Your assignment →
Copy the entries without a single change. Pictures should be dropped.
* * *
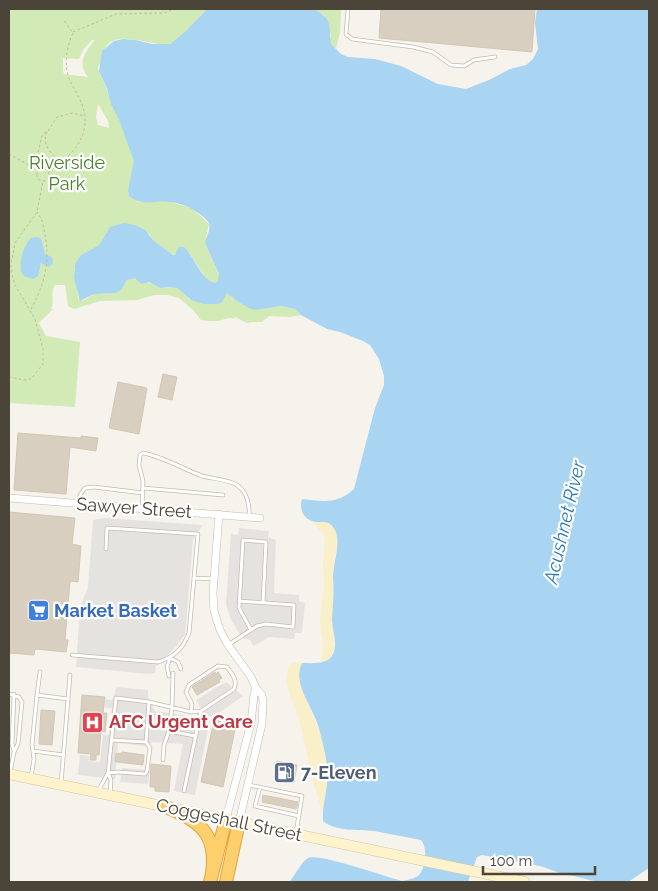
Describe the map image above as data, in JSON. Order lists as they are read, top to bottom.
{
  "streets": {
    "main road": ["Coggeshall Street"],
    "street": ["Sawyer Street"]
  },
  "water": ["Acushnet River"],
  "parks": ["Riverside Park"],
  "places": {
    "supermarket": ["Market Basket"],
    "hospital": ["AFC Urgent Care"],
    "fuel station": ["7-Eleven"]
  },
  "scale_bar": "100 m"
}
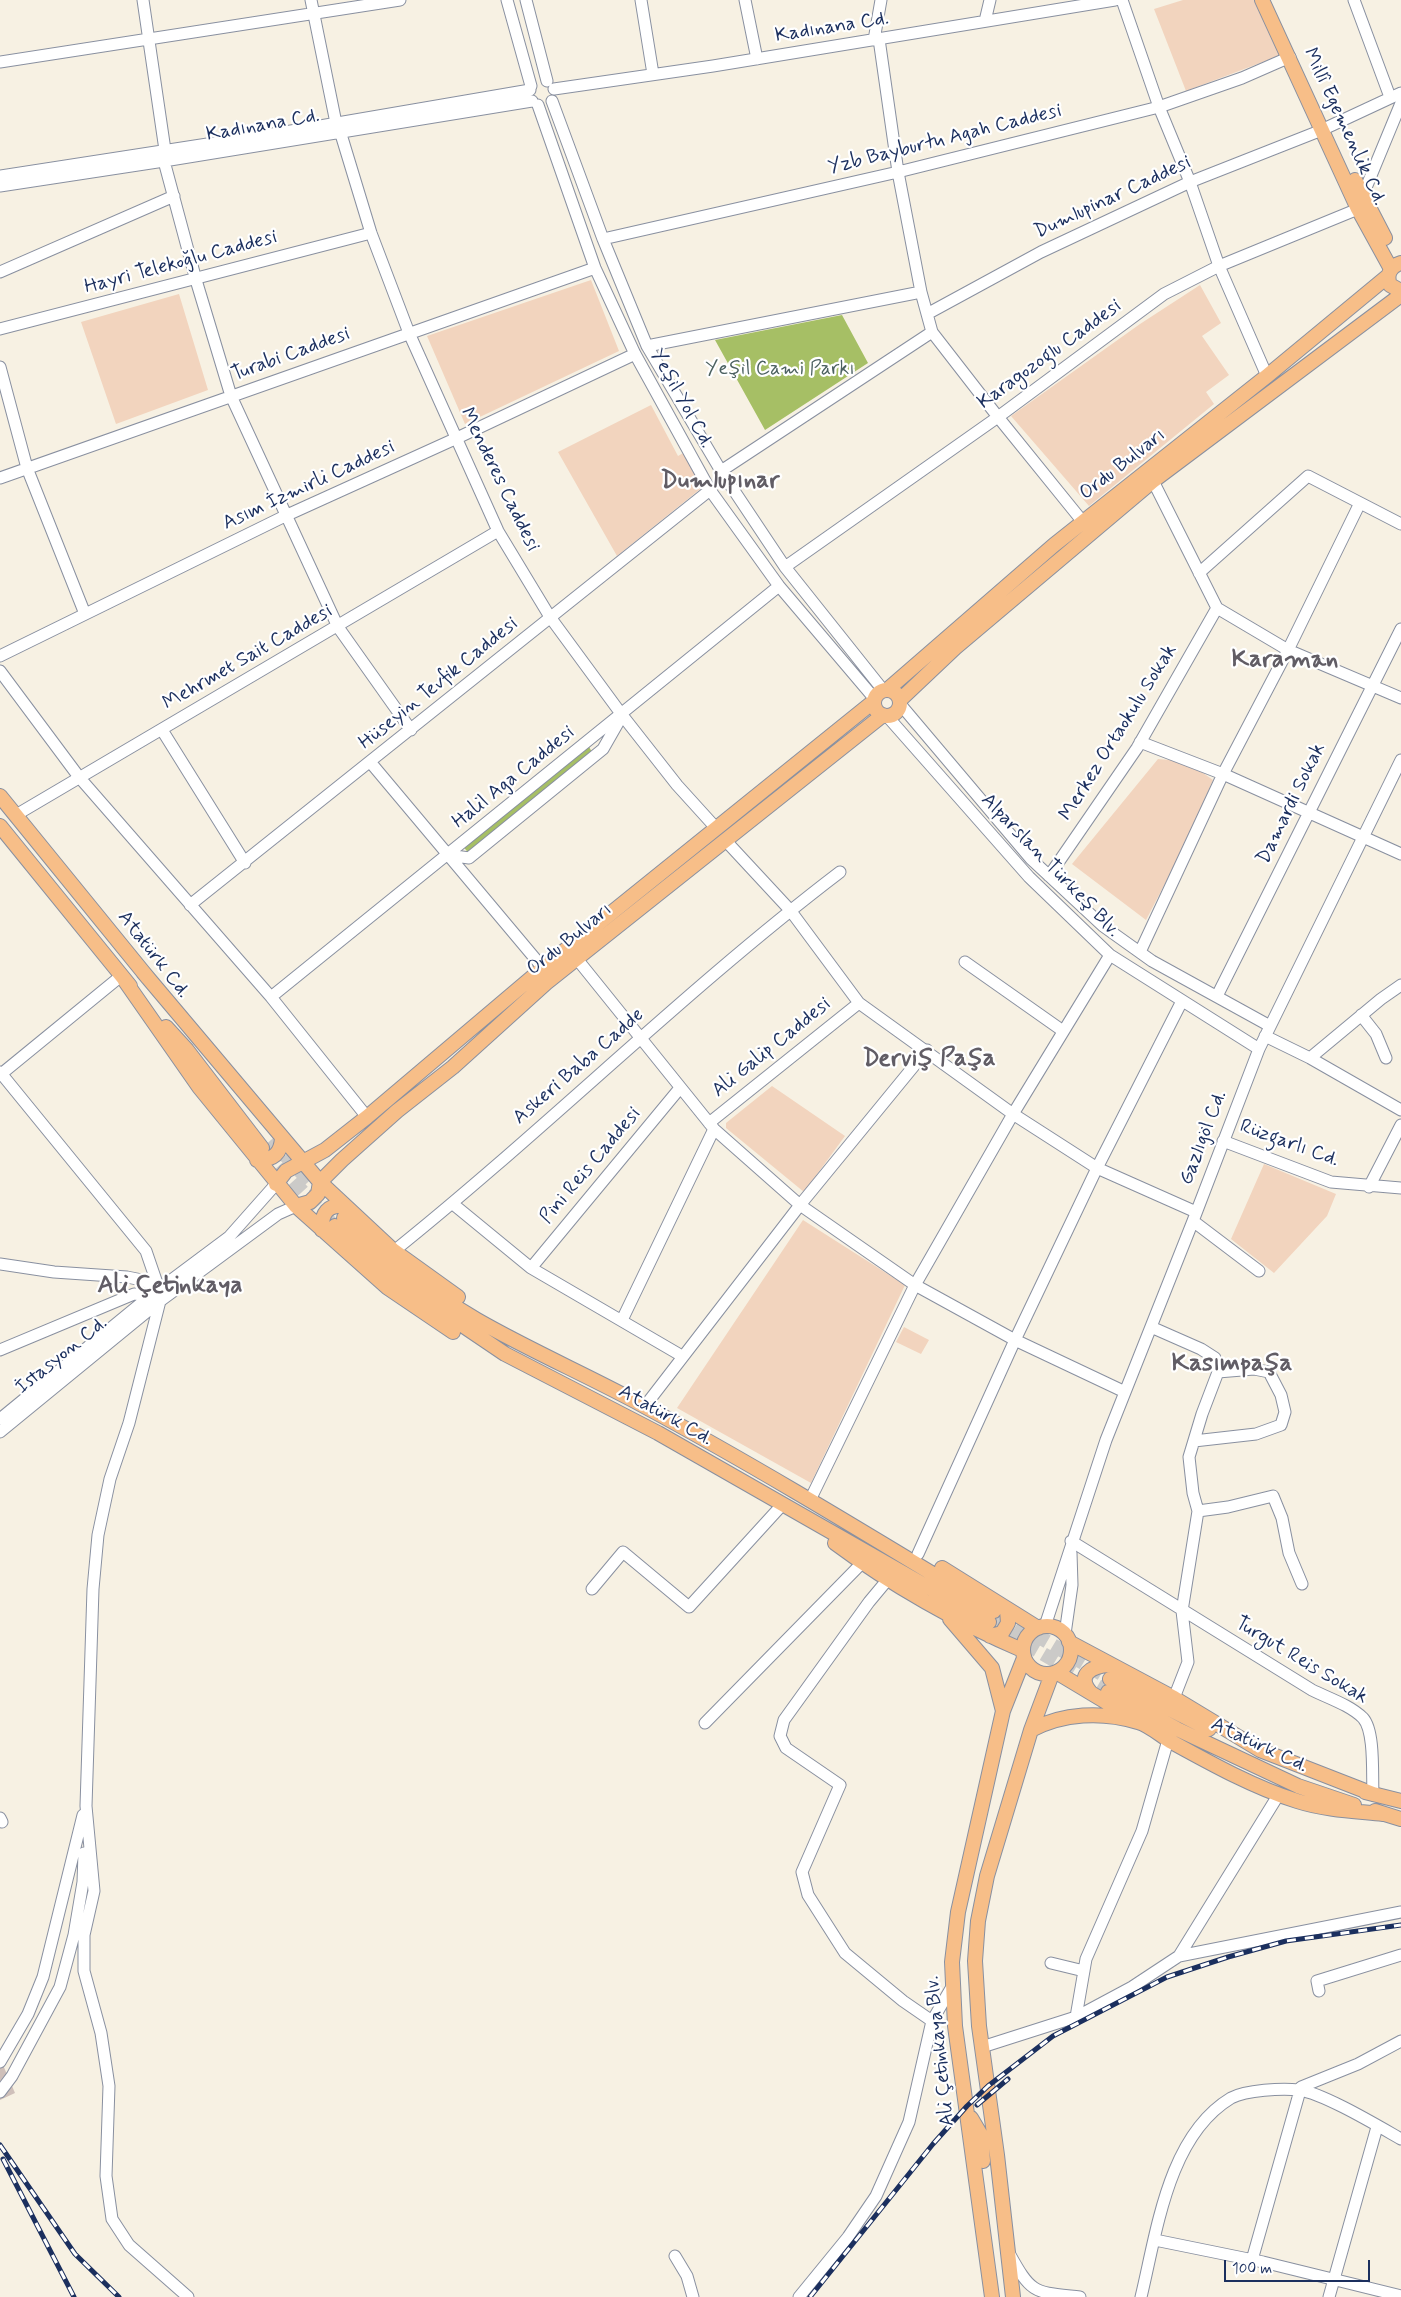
* * *
Solution for this problem →
Describe the map image above as data, in JSON. Order lists as they are read, top to bottom.
{
  "streets": {
    "main road": ["Coggeshall Street"],
    "street": ["Sawyer Street"]
  },
  "water": ["Acushnet River"],
  "parks": ["Riverside Park"],
  "places": {
    "supermarket": ["Market Basket"],
    "hospital": ["AFC Urgent Care"],
    "fuel station": ["7-Eleven"]
  },
  "scale_bar": "100 m"
}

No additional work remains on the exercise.